Une séance de pose fantaisie au bord de la piscine (17 041 « J’aime », 799 commentaires). Une série de portraits en bikini sur le pont du yacht (9 773 « J’aime », 98 commentaires). Et beaucoup d’autres clichés baignant dans la douce lumière du Sud. En août 2021, le mannequin russe Natalia Streshinsky documente avec application ses vacances sur la Côte d’Azur à l’intention de ses 777 000 abonnés Instagram. La villa sur la photo est adossée à une colline de Villefranche-sur-Mer offrant une vue imprenable sur le cap Ferrat, dans les Alpes-Maritimes. Le bateau, qui mouille actuellement au port d’Antibes, a été baptisé le « Nataly S » et vaut 17 millions de dollars, d’après le magazine « Forbes ». L’époux, lui, apparaît moins souvent dans l’interminable flux de photos de cette passionnée de fitness. Ivan Streshinsky, la cinquantaine rondouillarde et petite moustache, préside, entre autres responsabilités au sein de groupes russes, le conseil d’administration de Metalloinvest, une très grande société minière russe spécialisée dans le fer.
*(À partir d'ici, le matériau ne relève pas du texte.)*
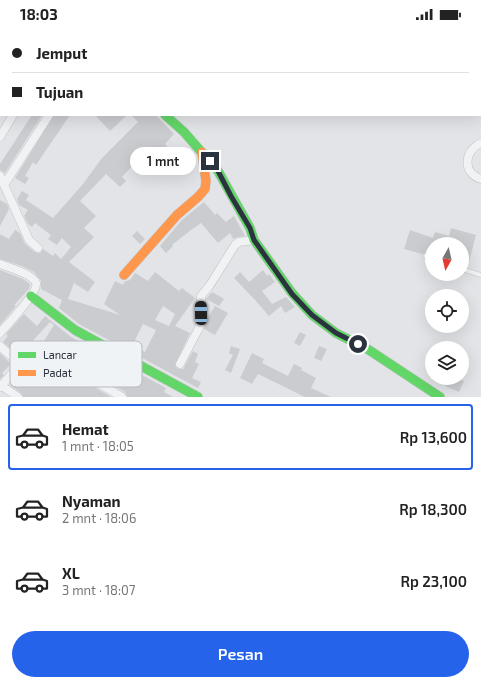 <!DOCTYPE html>
<html lang="id">
<meta charset="utf-8">
<style>
body{margin:0;font-family:"Exo 2",sans-serif;background:#f6f6f6;color:#222;height:100vh;display:flex;flex-direction:column;font-size:15px;white-space:nowrap}
*{box-sizing:border-box;margin:0}
p{font-size:13px;color:#767676}
.icon{flex:none;width:22px;height:22px;fill:none;stroke:currentColor;stroke-width:2;stroke-linecap:round;stroke-linejoin:round}
.map{position:relative;height:369px;overflow:hidden}
.panel{display:flex;flex-direction:column;background:#fff;flex:1}
.panel>*{flex:none}
.top-card{position:absolute;left:0px;top:0px;width:481px;height:88px;box-shadow:0 4px 16px #0002;display:grid;align-content:center;height:88px;padding:0 12px;background:#fff}
.needle{width:26px;rotate:188deg}
.tools{position:absolute;left:425px;top:209px;display:grid;gap:8px}
.tools a{display:grid;place-items:center;width:44px;height:44px;border-radius:50%;background:#fff;box-shadow:0 4px 16px #0002;font-size:20px}
.end{position:absolute;width:18px;height:18px;margin:-9px;border:5px solid #2b333e;background:#fff;box-shadow:0 0 0 2px #fff}
.from{border-radius:50%}
.bubble{position:absolute;height:28px;border-radius:14px;background:#fff;box-shadow:0 4px 16px #0002;font-size:13px;font-weight:600;line-height:28px;text-align:center}
.car{position:absolute;width:12px;height:24px;margin:-12px -6px;border-radius:5px;box-shadow:0 0 3px 1px #0007;background:linear-gradient(#222 24%,#8ab4d8 0 40%,#222 0 76%,#8ab4d8 0 86%,#222 0)}
.top-card b{display:flex;align-items:center;gap:14px;height:38px;font-size:15px}
.top-card b+b{border-top:1px solid #e0e0e0}
.top-card i{width:10px;height:10px;background:#222}
ul{padding:7px 0 0;list-style:none}
li{display:flex;align-items:center;gap:12px;height:66px;margin:0 8px 6px;padding:0 4px;border:2px solid transparent;border-radius:4px}
li div{flex:1}
li b{display:block;font-size:15px}
li em{font-style:normal;font-weight:600}
li.current{border-color:#2563eb}
li>.icon{width:36px;height:36px;stroke-width:1.5}
.cta{display:flex;gap:8px;margin-top:auto;padding:8px 12px}
.cta a{flex:1;height:46px;border-radius:24px;background:#2563eb;color:#fff;font-size:16px;font-weight:600;line-height:46px;text-align:center}
.status{display:flex;justify-content:space-between;align-items:center;height:28px;padding:0 20px;background:#fff;direction:ltr}
.status svg{height:11px;fill:currentColor}
.map>svg:first-child{display:block}
.building{fill:#cbcccf;fill-rule:evenodd}
.lines{fill:none;stroke-linecap:round;stroke-linejoin:round}
.lane-casing{stroke:#c1c2c5;stroke-width:5}
.street-casing{stroke:#c1c2c5;stroke-width:9}
.fast-casing{stroke:#c1c2c5;stroke-width:10}
.slow-casing{stroke:#c1c2c5;stroke-width:10}
.lane{stroke:#f1f2f4;stroke-width:4}
.street{stroke:#f1f2f4;stroke-width:8}
.fast{stroke:#63d668;stroke-width:9}
.slow{stroke:#ff974d;stroke-width:9}
.route{stroke:#2b333e;stroke-width:5}
.key{fill:#f0f3f6;stroke:#b5b9bf;stroke-width:1}
.key-label{font-size:11px;fill:#2b333e}
</style>
<div class="status"><b>18:03</b><svg viewBox="0 0 49 12"><path d="M0 12V9h3v3zM5 12V6h3v6zM10 12V3h3v9zM15 12V0h3v12zM26 1h20v11H26zM47 4h2v5h-2z"/></svg></div>
<div class="map">
<svg width="481" height="369" viewBox="0 0 481 369">
<rect width="100%" height="100%" fill="#e2e4e7"/>
<!-- building -->
<path class="building" d="M32 87H42L5 145 0 142V136Z
M54 87H70L36 137 33 134 25 148 29 150 25 156 15 150Z
M95 87H127L110 103Z
M131 87H155L158 89 174 106 165 116 174 126 160 140 150 131 139 143 133 137 122 149 126 153 120 159 106 146 80 173 96 188 84 200 94 209 69 234 95 254 88 264 74 255 68 271 120 287 104 276 115 253 123 257 124 254 130 252 135 245 148 253 155 244 179 263 182 260 195 270 175 298 190 305 175 337 178 341H183L193 323 198 326 195 334 199 336 192 350 201 354 198 360 79 296 59 280 62 272 41 261V253L34 244 22 238 0 231V206L9 211 15 202 20 205 25 216 35 224 40 225 43 221 53 228 55 225 61 231 71 219 62 210 57 217 48 211 51 207 35 195 32 199 28 196 24 188 28 182 19 177 17 171 22 163 29 167 26 172 53 190 83 156 102 130 138 94ZM163 278 175 286 169 298 155 292ZM143 296 156 302 145 324 132 318Z
M0 172 7 176 9 181 0 198Z
M204 174 215 187 217 185 226 194 234 188 245 208 238 209 233 211 230 205 218 215 201 195 191 202 172 217 173 218 166 225 160 218 182 192Z
M451 200 476 207 469 234 462 232V216H432V227L426 225 422 226 404 221 410 202 433 210 435 204 449 208Z
M137 203 145 211 140 216 132 208Z
M0 242 23 251 30 256 29 261 14 277 16 278 0 297Z
M263 242 267 248 269 246 275 254 262 263 272 276 286 269 295 279 285 285 281 278 269 288 256 273 234 250 240 244 249 254Z
M212 264 224 271 219 278 206 271Z
M215 278 228 285 215 307 204 301 206 292Z
M24 286 37 298 45 288 71 309 166 360 164 364 173 369H127L125 364 42 316 54 297 50 294 19 328 3 314 8 308 6 306Z
M300 304 306 307 300 318 294 315Z
M231 318 240 321 231 345 225 342 233 327 229 325Z
M319 318 327 321 321 333 314 330Z
M0 325 11 336 2 345 4 347 0 351Z
M252 325 264 331 262 335 288 348 294 336 302 340 301 342 316 350 311 360 331 369H305L258 346 252 356 240 350Z
M39 327 111 369H23L21 365 10 357 25 339 27 340 32 332Z
M449 350H458L464 353 459 364 445 358Z"/>
<g class="lines">
<!-- lane casing -->
<g class="lane-casing">
<path id="lane" d="M425 228 432 231
M462 241 481 247"/>
</g>
<!-- street casing -->
<g class="street-casing">
<path id="street" d="M151 0 154 1
M461 1 464 0
M0 109 13 87
M481 115C464 123 462 145 481 151
M0 148 29 212 38 220
M4 157 49 87
M0 236C8 239 33 246 36 255 39 263 7 297 0 305
M0 318 20 336
M180 336 198 302 201 294V268L210 257 235 217 239 214 254 212
M2 358 18 369
M0 359C8 351 29 323 39 321L122 369"/>
</g>
<!-- fast casing -->
<g class="fast-casing">
<path id="fast" d="M0 12H1
M165 87 184 104 218 143 250 200 254 212 292 265 312 287 336 305 369 322 440 369
M31 268 75 302 198 369"/>
</g>
<!-- slow casing -->
<g class="slow-casing">
<path id="slow" d="M124 247 177 187 198 169 205 161 206 153 202 124"/>
</g>
<!-- lane -->
<use href="#lane" class="lane"/>
<!-- street -->
<use href="#street" class="street"/>
<!-- fast -->
<use href="#fast" class="fast"/>
<!-- slow -->
<use href="#slow" class="slow"/>
</g>
<g class="lines">
<!-- route -->
<path class="route" d="M210 133 218 143 231 168 250 200 254 212 292 266 312 287 336 305 358 316"/>
</g>
<!-- legend -->
<rect x="10" y="313" width="132" height="46" rx="6" class="key"/>
<rect x="18" y="324" width="18" height="6" fill="#63d668"/>
<rect x="18" y="342" width="18" height="6" fill="#ff974d"/>
<g class="key-label">
<text x="43" y="331">Lancar</text>
<text x="43" y="349">Padat</text>
</g>
</svg>
<div class="tools">
<a><svg class="needle" viewBox="-14 -14 28 28"><path d="M0-13l5 13h-10z" fill="#e53935"/><path d="M0 13l5-13h-10z" fill="#767676"/></svg></a>
<a><svg class="icon" aria-label="locate" viewBox="0 0 24 24"><circle cx="12" cy="12" r="6"/><path d="M12 2v4M12 18v4M2 12h4M18 12h4"/></svg></a>
<a><svg class="icon" aria-label="layers" viewBox="0 0 24 24"><path d="M12 4l9 5-9 5-9-5zM3 14l9 5 9-5"/></svg></a>
</div>
<i class="end from" style="left:358px;top:316px"></i>
<i class="end" style="left:210px;top:133px"></i>
<div class="bubble" style="left:130px;top:119px;width:66px">1 mnt</div>
<i class="car" style="left:201px;top:285px;rotate:359deg"></i>
<div class="top-card">
<b><i class="from"></i>Jemput</b>
<b><i></i>Tujuan</b>
</div>
</div>
<section class="panel">
<ul>
<li class="current"><svg class="icon" aria-label="car" viewBox="0 0 24 24"><path d="M5 17H2v-5l4-1 3-4h7l3 4 3 1v5h-3M9 17h6M6 11h13"/><circle cx="7" cy="17" r="2"/><circle cx="17" cy="17" r="2"/></svg><div><b>Hemat</b><p>1 mnt · 18:05</p></div><em>Rp 13,600</em></li>
<li><svg class="icon" aria-label="car" viewBox="0 0 24 24"><path d="M5 17H2v-5l4-1 3-4h7l3 4 3 1v5h-3M9 17h6M6 11h13"/><circle cx="7" cy="17" r="2"/><circle cx="17" cy="17" r="2"/></svg><div><b>Nyaman</b><p>2 mnt · 18:06</p></div><em>Rp 18,300</em></li>
<li><svg class="icon" aria-label="car" viewBox="0 0 24 24"><path d="M5 17H2v-5l4-1 3-4h7l3 4 3 1v5h-3M9 17h6M6 11h13"/><circle cx="7" cy="17" r="2"/><circle cx="17" cy="17" r="2"/></svg><div><b>XL</b><p>3 mnt · 18:07</p></div><em>Rp 23,100</em></li>
</ul>
<div class="cta"><a>Pesan</a></div>
</section>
Le couple et ses trois enfants ne sont pas les seuls Russes fortunés à avoir investi dans l’immobilier de prestige en France. Certaines de ces propriétés sont déjà connues, comme celles de Roman Abramovich au cap d’Antibes, celle de sa femme à Saint-Tropez, ou celle d’Arkadi Rotenberg au cap Ferrat. Mais, alors que l’Union européenne et la France ont lancé une série de sanctions financières lourdes contre la Russie ainsi que des enquêtes pour saisir les biens et avoirs d’une centaine d’oligarques russes proches de Poutine, nous avons identifié une soixantaine de biens immobiliers en France appartenant à une trentaine de riches hommes d’affaires russes. Situés principalement à Paris et sur la Côte d’Azur, ils atteignent une valeur totale d’au moins 350 millions d’euros. Des informations jusqu’ici inédites comprenant des propriétés jusqu’ici inconnues.
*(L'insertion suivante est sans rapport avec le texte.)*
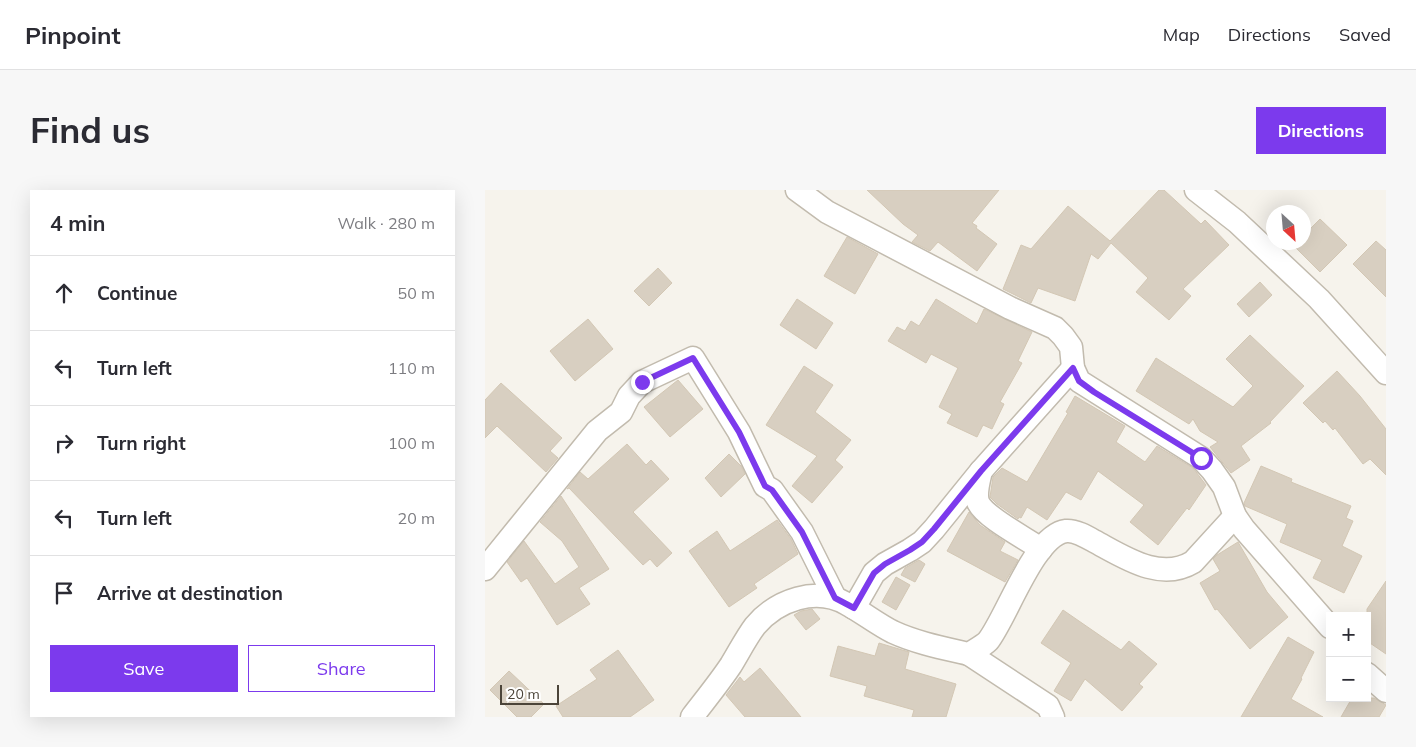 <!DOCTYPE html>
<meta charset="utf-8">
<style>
:root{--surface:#fff;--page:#f7f7f7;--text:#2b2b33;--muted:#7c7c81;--line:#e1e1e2;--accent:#7c3aed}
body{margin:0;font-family:Mulish,sans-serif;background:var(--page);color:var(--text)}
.controls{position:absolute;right:15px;bottom:15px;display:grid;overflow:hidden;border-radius:0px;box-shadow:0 5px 20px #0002}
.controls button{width:45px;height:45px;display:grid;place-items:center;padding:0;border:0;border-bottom:1px solid var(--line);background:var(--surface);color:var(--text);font:25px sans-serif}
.compass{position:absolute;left:781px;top:15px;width:45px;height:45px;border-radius:50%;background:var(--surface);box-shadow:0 5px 20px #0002;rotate:154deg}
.scale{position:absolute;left:15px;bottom:12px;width:59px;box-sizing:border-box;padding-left:5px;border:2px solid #4b4439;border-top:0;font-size:14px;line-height:18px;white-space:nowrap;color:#4b4439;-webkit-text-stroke:4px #fff;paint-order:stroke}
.stop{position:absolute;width:15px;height:15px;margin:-11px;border:4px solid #7c3aed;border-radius:50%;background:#fff}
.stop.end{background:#7c3aed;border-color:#fff;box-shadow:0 1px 5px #0008}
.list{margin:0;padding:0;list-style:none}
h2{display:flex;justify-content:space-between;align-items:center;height:65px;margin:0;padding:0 20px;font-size:21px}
h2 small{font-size:16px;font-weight:400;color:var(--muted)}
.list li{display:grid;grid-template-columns:32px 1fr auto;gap:15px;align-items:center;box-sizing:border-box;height:75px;padding:0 20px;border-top:1px solid var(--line)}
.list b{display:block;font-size:19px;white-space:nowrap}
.list em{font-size:16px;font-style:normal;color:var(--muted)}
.actions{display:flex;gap:10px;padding:15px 20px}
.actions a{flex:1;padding:11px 0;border:1px solid var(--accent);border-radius:0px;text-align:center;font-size:18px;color:var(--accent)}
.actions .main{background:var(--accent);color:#fff}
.icon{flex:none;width:28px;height:28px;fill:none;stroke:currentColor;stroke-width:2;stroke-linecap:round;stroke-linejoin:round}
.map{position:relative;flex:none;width:901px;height:527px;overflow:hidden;border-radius:0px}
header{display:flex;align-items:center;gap:30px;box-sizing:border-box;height:70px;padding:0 25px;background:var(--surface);border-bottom:1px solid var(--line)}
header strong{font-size:24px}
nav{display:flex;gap:28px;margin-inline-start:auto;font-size:18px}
.intro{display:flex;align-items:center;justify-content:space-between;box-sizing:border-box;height:120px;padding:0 30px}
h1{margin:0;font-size:35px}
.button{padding:12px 22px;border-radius:0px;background:var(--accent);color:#fff;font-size:18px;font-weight:700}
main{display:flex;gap:30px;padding:0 30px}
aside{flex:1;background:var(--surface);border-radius:0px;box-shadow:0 5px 20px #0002}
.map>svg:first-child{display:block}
.building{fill:#d8cfc1;stroke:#d3c7b4}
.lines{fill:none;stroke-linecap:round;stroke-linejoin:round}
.minor-casing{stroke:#c2bbae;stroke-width:25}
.minor{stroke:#fff;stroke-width:22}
.route{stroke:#7c3aed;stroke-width:6}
</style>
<header>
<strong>Pinpoint</strong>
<nav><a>Map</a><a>Directions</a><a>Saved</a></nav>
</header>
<div class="intro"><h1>Find us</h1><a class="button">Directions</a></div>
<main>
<aside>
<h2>4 min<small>Walk · 280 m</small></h2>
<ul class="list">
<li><svg class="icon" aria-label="ahead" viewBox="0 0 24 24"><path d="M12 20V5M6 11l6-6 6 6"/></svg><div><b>Continue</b></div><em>50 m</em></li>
<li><svg class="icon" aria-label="left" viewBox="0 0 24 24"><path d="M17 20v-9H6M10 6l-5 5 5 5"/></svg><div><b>Turn left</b></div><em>110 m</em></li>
<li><svg class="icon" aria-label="right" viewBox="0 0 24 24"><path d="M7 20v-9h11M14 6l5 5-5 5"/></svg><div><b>Turn right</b></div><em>100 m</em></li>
<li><svg class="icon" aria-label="left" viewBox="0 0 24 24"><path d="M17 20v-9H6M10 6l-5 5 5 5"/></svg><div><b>Turn left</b></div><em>20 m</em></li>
<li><svg class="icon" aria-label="arrive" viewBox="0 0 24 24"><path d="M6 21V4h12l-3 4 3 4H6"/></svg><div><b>Arrive at destination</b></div></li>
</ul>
<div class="actions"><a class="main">Save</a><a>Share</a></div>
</aside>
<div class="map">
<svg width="901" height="527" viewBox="0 0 901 527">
<rect width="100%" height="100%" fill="#f6f3ec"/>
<g class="building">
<polygon points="382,0 514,0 487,33 492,36 491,38 512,54 492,81 453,52 445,61 427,52 433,45 418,34"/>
<polygon points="674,0 679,0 716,34 720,30 744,55 698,99 706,106 684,130 651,102 663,88 626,53 613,69 606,64 590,111 553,98 546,113 518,99 536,55 546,59 583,16 625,51"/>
<polygon points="835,29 862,55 835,82 809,56 812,52 818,52 818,46"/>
<polygon points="362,47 393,64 370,104 339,86"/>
<polygon points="891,51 901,60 901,107 868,74"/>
<polygon points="173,78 187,93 164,116 149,101"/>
<polygon points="775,92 787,105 764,127 752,114"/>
<polygon points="312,109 348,133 331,159 295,135"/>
<polygon points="451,109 492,134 499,119 547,142 533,171 537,173 515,212 519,214 507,239 498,235 492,247 462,233 467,224 454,217 473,178 446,164 441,173 403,151 412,137 420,141 426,131 434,136"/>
<polygon points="103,129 128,159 90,191 65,161"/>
<polygon points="765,145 819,196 785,232 786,233 756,256 765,270 746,283 725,257 733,252 715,241 708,229 704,234 651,201 671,168 748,217 768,196 741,169"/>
<polygon points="319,176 348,195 330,222 366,250 350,270 358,277 327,313 307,296 332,266 281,235"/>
<polygon points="852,181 875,206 901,239 901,285 885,269 878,274 850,238 848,240 840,231 838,233 818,213"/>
<polygon points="193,190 218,219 185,247 159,217"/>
<polygon points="16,193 77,248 65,261 73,268 61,282 12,236 0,248 0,210"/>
<polygon points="590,206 640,236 631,252 660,272 672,256 708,278 721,295 704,320 702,318 673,355 645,332 659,315 613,281 596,310 581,302 562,330 542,317 536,328 534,327 533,329 512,314 505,307 508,287 517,278 542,292 583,223 581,222"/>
<polygon points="142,254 161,275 166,270 184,289 148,322 187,363 172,377 165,369 158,375 84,298 82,299 95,282 103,289"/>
<polygon points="244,264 256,276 260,284 236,307 220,288"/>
<polygon points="776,276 807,289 806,292 866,316 861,328 868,331 857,356 877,366 859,403 828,388 837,370 795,352 802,334 760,316 759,313"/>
<polygon points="76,306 124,379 94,398 105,414 72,435 42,388 36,392 22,372 39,351 70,394 94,377 77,351 55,332"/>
<polygon points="484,322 495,335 520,352 515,361 533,370 520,392 462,361"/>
<polygon points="292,330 306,349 313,364 269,394 272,398 244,417 204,361 232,341 245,361"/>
<polygon points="753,352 782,402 803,427 765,459 732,419 730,420 715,393 735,381 728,369 732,365"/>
<polygon points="434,370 440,374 430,392 416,385 420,378"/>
<polygon points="411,387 425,395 411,420 397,412"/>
<polygon points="901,391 901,464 882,451 882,419"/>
<polygon points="327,419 335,429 321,440 309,425 316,421"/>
<polygon points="578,420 636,460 644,451 672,474 654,494 658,497 637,521 600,489 586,511 569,501 586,473 556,453"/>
<polygon points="803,447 829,462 816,488 817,489 806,509 838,527 756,527"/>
<polygon points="394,453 424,462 420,479 471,494 461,527 427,527 429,520 379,506 382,496 345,486 353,456 390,466"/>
<polygon points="133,460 169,510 145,527 78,527 71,516 112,489 105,480"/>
<polygon points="275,478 297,504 316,527 260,527 241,505 255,487 259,492"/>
<polygon points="24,481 59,514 46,527 32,527 5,500"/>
<polygon points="867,508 889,508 901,515 894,527 856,527"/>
</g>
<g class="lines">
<g class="minor-casing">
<g id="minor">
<polyline points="312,0 342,22 525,118 570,138 578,146 586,157 588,178 594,191 716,268 727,280 739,297 750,326 759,339 845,437"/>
<polyline points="711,0 752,32 834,109 901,183"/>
<path d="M 496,281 C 494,290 490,303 493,312 C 499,327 542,349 556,359"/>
<polyline points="0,379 112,241 136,222 144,206 157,192 208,168 254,242 280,296 287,300 317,342 350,408"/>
<polyline points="369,418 389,383 400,374 425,360 437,352 449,339 496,281 588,178"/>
<polyline points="484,464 563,516 568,527"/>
<polyline points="882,484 901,501"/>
<path d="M 207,527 C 220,510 234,493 246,475 C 254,462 261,448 270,436 C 292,410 331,396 362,414 C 377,422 392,434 408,442 C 432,453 458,458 484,464 C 490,460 498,456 503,451 C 522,427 549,345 581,341 C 590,340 602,347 609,351 C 639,367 675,392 708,372 L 750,326"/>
</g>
</g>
<use href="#minor" class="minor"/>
</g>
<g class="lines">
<polyline class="route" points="157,192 208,168 254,242 280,296 287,300 317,342 350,408 369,418 389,383 400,374 425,360 437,352 449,339 496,281 588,178 594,191 609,202 716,268"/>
</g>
</svg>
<div class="controls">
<button>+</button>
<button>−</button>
</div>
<svg class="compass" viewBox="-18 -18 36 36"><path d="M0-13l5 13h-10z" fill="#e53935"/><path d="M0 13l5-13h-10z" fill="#7c7c81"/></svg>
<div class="scale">20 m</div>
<div class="stop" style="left:716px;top:268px"></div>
<div class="stop end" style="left:157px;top:192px"></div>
</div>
</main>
Le gel des avoirs, pas leur confiscation

Grâce à des documents librement consultables sur les sites du gouvernement, concernant notamment les biens immobiliers en France et leurs propriétaires, « l’Obs », associé à un collectif de journalistes indépendants, a pu cartographier une partie de cette France des oligarques. Parmi les propriétaires russes de biens immobiliers français que nous avons découverts, beaucoup ne font pas, pour le moment, l’objet de sanctions, et quelques-uns ont même manifesté leur opposition à la guerre en Ukraine. Depuis le début de l’offensive russe, leur patrimoine n’en reste pas moins dans le viseur des autorités.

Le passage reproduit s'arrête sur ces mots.